DataTechNotes: Sentiment Classification with NLTK Naive Bayes Classifier

NLTK (Natural Language Toolkit) provides Naive Bayes classifier to classify text data. In this post, we'll learn how to use NLTK Naive Bayes classifier to classify text data in Python. You can get more information about NLTK on this page. In this classifier, the way of an input data preparation is different from the ways in the other libraries and this is the only important part to understand well in this tutorial. The post covers:

Data preparation
Training the model
Predicting the test data

We'll start by loading the required libraries.

import pandas as pd
import nltk
import random
from nltk.tokenize import word_tokenize

Data preparation

Here, I prepared a simple sentiment data for this tutorial. The data contains imaginary random sentiment texts. In a dataset folder, we'll locate a pos_sentiment.csv file that contains positive sentiment data and a neg_sentiment.csv file that contains negative sentiment data.

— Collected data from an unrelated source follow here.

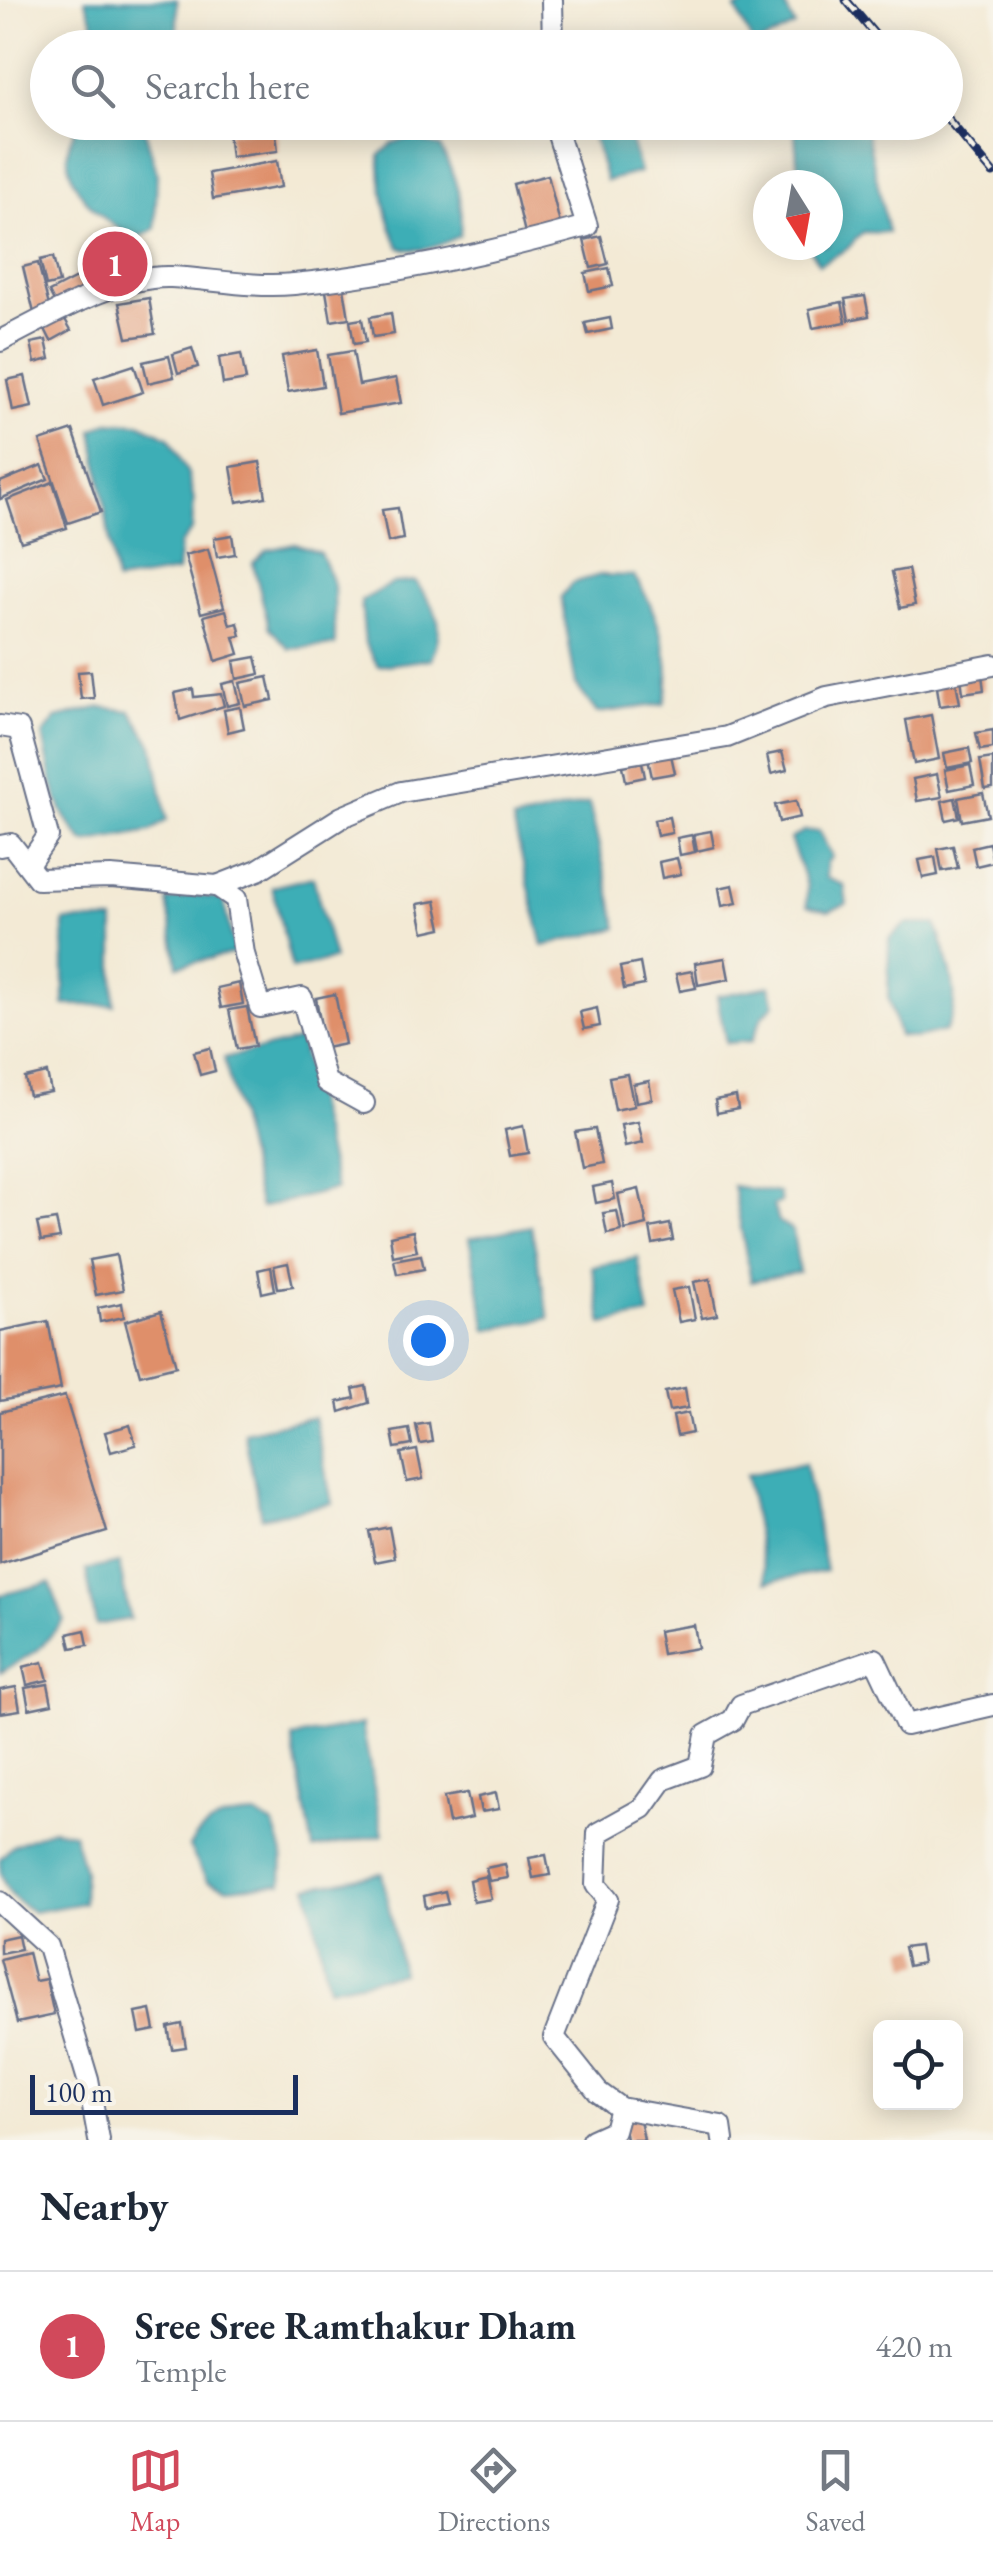 <!DOCTYPE html>
<style>
:root{--surface:#fff;--page:#f6f6f7;--text:#1f2937;--muted:#747a83;--line:#e0e1e3;--accent:#d1495b}
body{margin:0;font-family:"EB Garamond",serif;background:var(--page);color:var(--text)}
.controls{position:absolute;right:30px;bottom:30px;display:grid;overflow:hidden;border-radius:15px;box-shadow:0 5px 25px #0003}
.controls button{width:90px;height:90px;display:grid;place-items:center;padding:0;border:0;border-bottom:2px solid var(--line);background:var(--surface);color:var(--text);font:50px sans-serif}
.compass{position:absolute;left:753px;top:170px;width:90px;height:90px;border-radius:50%;background:var(--surface);box-shadow:0 5px 25px #0003;rotate:169deg}
.scale{position:absolute;left:30px;bottom:25px;width:268px;box-sizing:border-box;padding-left:10px;border:5px solid #1b2f5e;border-top:0;font-size:28px;line-height:35px;white-space:nowrap;color:#1b2f5e;-webkit-text-stroke:8px #f7f3e8;paint-order:stroke}
.you{position:absolute;left:428px;top:1340px;width:35px;height:35px;margin:-25px;border:8px solid #fff;border-radius:50%;background:#1a73e8;box-shadow:0 0 0 15px #1a73e833}
.badge{display:grid;place-items:center;width:65px;height:65px;border-radius:50%;background:var(--accent);color:#fff;font-size:32px;font-weight:700}
.pin{position:absolute;translate:-50% -50%;border:5px solid #fff;box-shadow:0 2px 10px #0006}
.list{margin:0;padding:0;list-style:none}
h2{display:flex;justify-content:space-between;align-items:center;height:130px;margin:0;padding:0 40px;font-size:42px}
h2 small{font-size:32px;font-weight:400;color:var(--muted)}
.list li{display:grid;grid-template-columns:65px 1fr auto;gap:30px;align-items:center;box-sizing:border-box;height:150px;padding:0 40px;border-top:2px solid var(--line)}
.list b{display:block;font-size:38px;white-space:nowrap}
.list p{margin:0;font-size:32px;white-space:nowrap;color:var(--muted)}
.list em{font-size:32px;font-style:normal;color:var(--muted)}
.icon{flex:none;width:55px;height:55px;fill:none;stroke:currentColor;stroke-width:2;stroke-linecap:round;stroke-linejoin:round}
.map{position:relative;flex:none;width:993px;height:2140px;overflow:hidden}
.search{position:absolute;background:var(--surface);box-shadow:0 5px 25px #0003;left:30px;right:30px;top:30px;height:110px;display:flex;align-items:center;gap:25px;box-sizing:border-box;padding:0 35px;border-radius:55px;color:var(--muted);font-size:38px}
.sheet{height:280px;background:var(--surface)}
nav{display:flex;justify-content:space-around;align-items:center;box-sizing:border-box;height:140px;border-top:2px solid var(--line);background:var(--surface);font-size:28px;color:var(--muted)}
nav a{display:grid;justify-items:center;gap:5px}
nav .on{color:var(--accent)}
.map>svg:first-child{display:block}
.water{fill:#3daeb6;stroke:#2c6e8a;stroke-width:2.5}
.building{fill:#df8f6b}
.lines{fill:none;stroke-linecap:round;stroke-linejoin:round}
.minor-casing{stroke:#677088;stroke-width:24}
.minor{stroke:#fff;stroke-width:20}
.rail-casing{stroke:#1b2f5e;stroke-width:9}
.rail{stroke:#f7f3e8;stroke-width:5;stroke-dasharray:15;stroke-linecap:butt}
</style>
<div class="map">
<svg width="993" height="2140" viewBox="0 0 993 2140">
<rect width="100%" height="100%" fill="#f7f3e8"/>
<filter id="ink" filterUnits="userSpaceOnUse"><feTurbulence type="fractalNoise" baseFrequency=".01" numOctaves="2"/><feDisplacementMap in="SourceGraphic" scale="20" xChannelSelector="R" yChannelSelector="G"/><feConvolveMatrix kernelMatrix="1 2 1 2 8 2 1 2 1" color-interpolation-filters="sRGB"/></filter>
<filter id="wash" filterUnits="userSpaceOnUse"><feTurbulence type="fractalNoise" baseFrequency=".0048" numOctaves="4" result="noise"/><feDisplacementMap in="SourceGraphic" scale="40" xChannelSelector="R" yChannelSelector="G"/><feGaussianBlur stdDeviation="2.25" result="paint"/><feColorMatrix in="noise" values="0 0 0 0 0 0 0 0 0 0 0 0 0 0 0 0 0 1.4 0 .05"/><feComposite in="paint" operator="in"/></filter>
<g filter="url(#wash)">
<rect width="100%" height="100%" fill="#f3ead5"/>
<g class="water">
<path d="M85 0H177V38C146 47 127 51 98 35Z"/>
<path d="M756 0H782L795 26 754 46 736 9Z"/>
<path d="M81 122 143 123 157 173 155 229 138 238C97 223 42 167 81 122Z"/>
<path d="M589 123H626L640 172 606 181Z"/>
<path d="M794 123H865L888 233 863 232 847 249 819 264 807 245H828V185H799Z"/>
<path d="M411 138 440 147C456 176 464 201 460 235 441 246 422 253 400 248 387 224 379 183 380 155L393 143Z"/>
<path d="M108 422 139 423 169 437 188 474 194 500 192 530 180 544 177 572 116 582 93 430Z"/>
<path d="M295 544 320 553 334 585 335 645 289 649 269 627 253 563 267 550Z"/>
<path d="M600 575 634 576C656 607 677 667 664 704L597 713 576 685 561 597 572 583Z"/>
<path d="M415 581C437 611 447 623 431 659L378 666 365 644 361 601 393 583Z"/>
<path d="M101 707 131 711 153 745 167 820 151 831 85 843C54 812 51 777 43 735L56 718Z"/>
<path d="M589 803 618 928 543 946 513 821Z"/>
<path d="M804 831H819L832 857 827 862 826 878 844 885 847 904 829 911 807 906V886L790 839Z"/>
<path d="M313 877 334 959 292 969 272 887Z"/>
<path d="M195 895 223 899 235 953 178 966 167 901Z"/>
<rect x="64" y="921" width="50" height="84"/>
<path d="M906 924H936C946 958 966 999 945 1031L916 1038 899 1036 888 997 889 938Z"/>
<path d="M770 986 775 1004 762 1017 752 1041 726 1043 717 996Z"/>
<path d="M300 1040 336 1189 260 1208 224 1058Z"/>
<path d="M733 1186 779 1193 781 1202 773 1206 779 1222 793 1231 799 1272 751 1281Z"/>
<path d="M531 1226 549 1318 487 1330 469 1238Z"/>
<path d="M638 1258 649 1315 603 1324 592 1267Z"/>
<path d="M314 1417 332 1503 261 1517 244 1432Z"/>
<path d="M805 1463 826 1571 766 1582 746 1475Z"/>
<path d="M119 1563 130 1619 96 1625 86 1570Z"/>
<path d="M50 1583 64 1620 39 1649 0 1673V1595Z"/>
<path d="M362 1724 383 1835 313 1849 292 1738Z"/>
<path d="M256 1815 274 1825 283 1854 282 1883 228 1888 207 1881 189 1847C206 1819 225 1816 256 1815Z"/>
<path d="M52 1829 73 1833 84 1870 83 1903 33 1912C10 1899 0 1885 0 1859L12 1846Z"/>
<path d="M382 1873 402 1973 328 1988 308 1887Z"/>
</g>
<g id="blocks">
<g class="building">
<path d="M275 126 278 151 231 157 228 132Z"/>
<path d="M277 161 281 187 213 199 209 173Z"/>
<path d="M548 175 561 228 526 237 513 184Z"/>
<path d="M601 236 608 264 591 268 584 240Z"/>
<path d="M132 241 139 277 94 285 88 249Z"/>
<path d="M53 257 59 283 46 286 40 260Z"/>
<path d="M38 263 49 306 34 313 23 267Z"/>
<path d="M609 268 613 286 589 291 585 273Z"/>
<path d="M80 276 86 289 55 304 49 292Z"/>
<path d="M344 288 349 318 331 321 326 291Z"/>
<path d="M865 296 869 316 849 320 845 299Z"/>
<path d="M149 298 155 334 127 338 119 303Z"/>
<path d="M842 302 846 322 813 328 809 309Z"/>
<path d="M391 313 394 334 373 337 370 317Z"/>
<path d="M62 314 71 330 51 341 43 325Z"/>
<path d="M610 318 612 329 588 334 585 323Z"/>
<path d="M362 319 366 342 354 344 350 321Z"/>
<path d="M46 340 50 359 35 363 31 343Z"/>
<path d="M192 348 198 367 178 373 173 354Z"/>
<path d="M317 350 323 386 288 392 282 356Z"/>
<path d="M353 351 359 385 396 378 401 403 338 413 328 355Z"/>
<path d="M241 354 246 380 223 384 219 358Z"/>
<path d="M169 356 174 377 148 383 143 362Z"/>
<path d="M134 365 143 392 103 405 94 378Z"/>
<path d="M25 376 32 407 13 411 7 380Z"/>
<path d="M73 430 101 512 68 523 40 441Z"/>
<path d="M260 462 266 497 237 502 231 467Z"/>
<path d="M42 465 48 479 0 499V482Z"/>
<path d="M53 482 67 528 21 542 7 500Z"/>
<path d="M398 508 403 539 388 542 382 510Z"/>
<path d="M232 535 235 554 217 557 214 538Z"/>
<path d="M208 549 224 607 201 613 185 555Z"/>
<path d="M908 569 915 605 900 608 892 572Z"/>
<path d="M226 610 230 625 238 623 241 636 234 637 239 654 216 661 204 616Z"/>
<path d="M256 657 260 674 237 679 234 661Z"/>
<path d="M91 671 94 698 81 699 78 672Z"/>
<path d="M982 675 984 690 963 693 961 678Z"/>
<path d="M268 677 273 700 245 706 240 683Z"/>
<path d="M955 677 960 703 940 706 936 681Z"/>
<path d="M235 681 240 703 227 706 222 684Z"/>
<path d="M193 689 194 697 221 694 224 706 180 720 175 693Z"/>
<path d="M240 707 244 728 228 732 224 710Z"/>
<path d="M931 715 939 759 914 764 906 720Z"/>
<path d="M993 730V748L980 750 976 733Z"/>
<path d="M969 748 972 763 947 768 944 753Z"/>
<path d="M782 752 787 770 771 774 767 755Z"/>
<path d="M671 755 675 773 652 777 648 759Z"/>
<path d="M993 758V788L985 789 980 760Z"/>
<path d="M642 762 645 777 626 781 623 766Z"/>
<path d="M970 765 974 785 949 790 945 770Z"/>
<path d="M937 774 942 797 917 801 913 779Z"/>
<path d="M983 793 988 816 962 821 958 798Z"/>
<path d="M955 798 959 817 946 820 942 801Z"/>
<path d="M796 801 800 817 779 822 775 805Z"/>
<path d="M669 817 672 833 657 836 654 820Z"/>
<path d="M711 831 714 847 697 851 694 834Z"/>
<path d="M692 835 695 852 680 855 677 838Z"/>
<path d="M989 843 993 862 976 866 972 847Z"/>
<path d="M953 846 958 868 942 871 938 849Z"/>
<path d="M935 857 938 875 923 878 919 860Z"/>
<path d="M677 858 681 874 662 878 659 862Z"/>
<path d="M733 885 737 903 722 906 719 888Z"/>
<path d="M436 901 442 928 424 932 418 904Z"/>
<path d="M725 958 729 979 698 985 695 963Z"/>
<path d="M640 963 644 985 624 989 620 967Z"/>
<path d="M692 971 696 988 680 991 676 974Z"/>
<path d="M239 983 243 1004 221 1008 217 988Z"/>
<path d="M335 994 345 1044 325 1048 316 998Z"/>
<path d="M247 1007 255 1046 237 1049 229 1010Z"/>
<path d="M597 1008 600 1026 584 1029 580 1012Z"/>
<path d="M210 1048 215 1071 200 1075 194 1052Z"/>
<path d="M47 1073 51 1092 29 1096 25 1078Z"/>
<path d="M627 1074 634 1106 615 1110 609 1077Z"/>
<path d="M649 1081 652 1099 636 1102 633 1084Z"/>
<path d="M736 1096 738 1109 717 1113 715 1100Z"/>
<path d="M638 1122 643 1143 625 1147 621 1125Z"/>
<path d="M523 1126 528 1153 510 1156 505 1130Z"/>
<path d="M595 1129 602 1164 582 1168 575 1132Z"/>
<path d="M612 1183 615 1199 596 1203 593 1187Z"/>
<path d="M639 1189 647 1225 625 1230 618 1194Z"/>
<path d="M617 1211 621 1231 607 1234 603 1213Z"/>
<path d="M56 1220 60 1238 41 1241 37 1223Z"/>
<path d="M670 1224 673 1240 653 1244 650 1228Z"/>
<path d="M413 1231 417 1251 393 1256 390 1236Z"/>
<path d="M116 1255 123 1290 96 1295 89 1260Z"/>
<path d="M421 1255 424 1269 397 1274 394 1260Z"/>
<path d="M288 1263 293 1286 278 1288 274 1266Z"/>
<path d="M271 1267 275 1290 262 1293 258 1270Z"/>
<path d="M710 1279 717 1315 702 1318 694 1282Z"/>
<path d="M689 1287 695 1319 679 1322 672 1290Z"/>
<path d="M122 1303 124 1317 100 1322 98 1308Z"/>
<path d="M161 1311 176 1366 140 1375 125 1321Z"/>
<path d="M48 1321 61 1389 0 1401V1331Z"/>
<path d="M366 1386 369 1403 340 1412 338 1402 355 1398 353 1389Z"/>
<path d="M685 1388 688 1408 669 1411 665 1392Z"/>
<path d="M65 1396 107 1532 0 1564V1412Z"/>
<path d="M688 1413 692 1433 677 1436 673 1416Z"/>
<path d="M429 1423 432 1442 420 1444 416 1425Z"/>
<path d="M130 1425 136 1445 111 1452 105 1432Z"/>
<path d="M409 1429 412 1445 395 1448 392 1432Z"/>
<path d="M417 1450 423 1479 407 1482 401 1453Z"/>
<path d="M389 1527 395 1558 375 1562 369 1531Z"/>
<path d="M694 1625 698 1648 662 1654 658 1631Z"/>
<path d="M85 1630 88 1645 71 1648 68 1634Z"/>
<path d="M43 1662 48 1680 27 1685 23 1667Z"/>
<path d="M48 1684 52 1704 29 1709 25 1688Z"/>
<path d="M16 1687 20 1710 0 1713V1690Z"/>
<path d="M467 1793 472 1818 449 1823 444 1797Z"/>
<path d="M496 1793 499 1809 481 1812 478 1797Z"/>
<path d="M546 1855 550 1875 533 1878 529 1858Z"/>
<path d="M505 1864 508 1878 489 1881 486 1868Z"/>
<path d="M486 1876 491 1899 473 1902 469 1880Z"/>
<path d="M445 1891 448 1904 426 1908 424 1896Z"/>
<path d="M18 1935 21 1949 0 1953V1939Z"/>
<path d="M919 1946 922 1963 908 1966 904 1948Z"/>
<path d="M28 1952 35 1981 46 1979 54 2015 17 2023 0 1959Z"/>
<path d="M151 2010 155 2030 140 2033 136 2013Z"/>
<path d="M182 2024 186 2047 172 2049 168 2027Z"/>
<path d="M639 2114 644 2140H626L622 2117Z"/>
</g>
</g>
</g>
<g filter="url(#ink)">
<use href="#blocks" fill-opacity="0" stroke="#677088" stroke-width="2.5"/>
<g class="lines">
<g class="minor-casing">
<g id="minor">
<path d="M552 0 553 48"/>
<path d="M0 341C48 317 116 275 171 277 212 279 252 288 294 284 394 274 490 253 587 226L554 122"/>
<path d="M0 726 19 729 48 836 28 865"/>
<path d="M0 846 11 844 38 879 111 877 217 886 258 870 342 817 401 792 727 737 827 697 993 665"/>
<path d="M217 886 236 899 244 954 260 1007 302 998 326 1082 364 1103"/>
<path d="M0 1902 48 1946 88 2080 99 2140"/>
<path d="M592 2140 614 2130 620 2108"/>
<path d="M723 2140 721 2126 620 2108 598 2092 554 2037 608 1899 596 1885 598 1833 643 1808 663 1780 700 1766 706 1735 733 1720 741 1705 875 1659 906 1725 993 1705"/>
</g>
</g>
<use href="#minor" class="minor"/>
<g class="rail-casing">
<g id="rail">
<path d="M846 0 886 48"/>
<path d="M946 117 993 173"/>
</g>
</g>
<use href="#rail" class="rail"/>
</g>
</g>
</svg>
<div class="controls">
<button><svg class="icon" aria-label="locate" viewBox="0 0 24 24"><circle cx="12" cy="12" r="6"/><path d="M12 2v4M12 18v4M2 12h4M18 12h4"/></svg></button>
</div>
<svg class="compass" viewBox="-18 -18 36 36"><path d="M0-13l5 13h-10z" fill="#e53935"/><path d="M0 13l5-13h-10z" fill="#747a83"/></svg>
<div class="scale">100 m</div>
<div class="you"></div>
<div class="pin badge" style="left:115px;top:264px">1</div>
<div class="search"><svg class="icon" aria-label="search" viewBox="0 0 24 24"><circle cx="10" cy="10" r="6"/><path d="M15 15l6 6"/></svg>Search here</div>
</div>
<section class="sheet">
<h2>Nearby<small></small></h2>
<ul class="list">
<li><span class="badge">1</span><div><b>Sree Sree Ramthakur Dham</b><p>Temple</p></div><em>420 m</em></li>
</ul>
</section>
<nav>
<a class="on"><svg class="icon" aria-label="map" viewBox="0 0 24 24"><path d="M3 6l6-2 6 2 6-2v14l-6 2-6-2-6 2zM9 4v14M15 6v14"/></svg>Map</a>
<a><svg class="icon" aria-label="directions" viewBox="0 0 24 24"><path d="M12 3l9 9-9 9-9-9zM9 14v-3h6M13 9l2 2-2 2"/></svg>Directions</a>
<a><svg class="icon" aria-label="saved" viewBox="0 0 24 24"><path d="M7 4h10v16l-5-4-5 4z"/></svg>Saved</a>
</nav>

You can find both files content below. Copy and save it in your datasets folder.

We'll load files as shown below the listing.

poss = pd.read_csv('datasets/pos_sentiment.csv')
negs = pd.read_csv('datasets/neg_sentiment.csv')
poss.columns = ["text"]
negs.columns = ["text"]

Then, we'll set 'positive' or 'negative' label into each line of text data.

data=([(pos['text'], 'positive') for index, pos in poss.iterrows()]+
    [(neg['text'], 'negative') for index, neg in negs.iterrows()])

print(data[0:3])

[('like it a lot ', 'positive'), ("It's really good ", 'positive'), \

 ('Recommend! I really enjoyed! ', 'positive')]

Next, we'll tokenize the words in text data and create train data.

tokens=set(word.lower() for words in data for word in word_tokenize(words[0]))
train = [({word: (word in word_tokenize(x[0])) \

            for word in tokens}, x[1]) for x in data]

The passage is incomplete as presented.